Commonly I see people buying used to 'save money'. But the car they buy to
commute to work is a three row luxury SUV. Much higher cost than a new
hatchback. Still signing 60 month paper at much worse interest rates than new.
Constantly eating up gas, tires and brakes.

'Buying used to save money' in this case is like getting the diet soda to go
with your big mac and fries.

------
csours
Author notes that depreciation has the greatest impact, in which case the
F-150 is in a whole different ballpark than most luxury cars; trucks have a
much gentler depreciation curve than luxury cars.

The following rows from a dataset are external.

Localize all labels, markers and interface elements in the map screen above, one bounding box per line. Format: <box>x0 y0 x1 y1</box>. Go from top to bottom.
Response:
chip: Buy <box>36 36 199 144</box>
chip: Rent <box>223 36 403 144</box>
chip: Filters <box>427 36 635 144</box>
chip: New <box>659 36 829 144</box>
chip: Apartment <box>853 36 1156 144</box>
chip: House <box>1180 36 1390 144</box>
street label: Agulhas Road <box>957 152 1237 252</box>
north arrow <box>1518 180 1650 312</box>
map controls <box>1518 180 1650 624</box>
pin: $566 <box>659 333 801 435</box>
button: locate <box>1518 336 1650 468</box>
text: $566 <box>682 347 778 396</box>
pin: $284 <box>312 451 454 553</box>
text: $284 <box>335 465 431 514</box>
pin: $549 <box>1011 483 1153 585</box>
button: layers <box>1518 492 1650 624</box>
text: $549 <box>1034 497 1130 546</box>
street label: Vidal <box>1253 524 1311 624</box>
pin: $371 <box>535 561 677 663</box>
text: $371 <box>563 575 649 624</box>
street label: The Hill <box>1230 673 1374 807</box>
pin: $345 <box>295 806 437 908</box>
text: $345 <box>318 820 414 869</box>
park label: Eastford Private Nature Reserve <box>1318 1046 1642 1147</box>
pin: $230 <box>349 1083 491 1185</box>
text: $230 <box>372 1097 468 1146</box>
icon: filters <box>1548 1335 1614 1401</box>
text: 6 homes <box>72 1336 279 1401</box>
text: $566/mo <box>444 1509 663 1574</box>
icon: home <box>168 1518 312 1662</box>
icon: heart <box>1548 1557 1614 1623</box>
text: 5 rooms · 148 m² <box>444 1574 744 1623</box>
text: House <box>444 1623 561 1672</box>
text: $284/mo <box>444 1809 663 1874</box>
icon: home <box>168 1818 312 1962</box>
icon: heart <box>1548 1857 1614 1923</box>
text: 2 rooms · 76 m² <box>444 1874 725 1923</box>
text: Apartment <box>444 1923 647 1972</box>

A truck may retain 80% value after 3 years, where a luxury car may retain 50%
or less.

Edit: I should also note that variation between depreciation curves on luxury
cars is also much greater.

------
intellix
How about purchasing a car that's only say 1 or 2 years old? I read that cars
drop massively in value as soon as you drive out of the showroom because it's
no longer "brand new". Googled it and found this quote: "On average, a new car
will lose as much as 19 percent of its value in its first year of ownership.
That means that your $20,000 new car will be worth about $16,200 after just
one year."

------
unstatusthequo
I lease high end German cars. Zero maintenance and zero of my time dealing
with repairs or random "won't start" surprise. What's value or your time and
frustration?

Whether this analysis makes sense depends on your perspective. Also assumes
you are not a car lover. And even in this, the three year lease is not
substantially more than the other options.

It has never made sense to me to keep cars until I can't trust them anymore.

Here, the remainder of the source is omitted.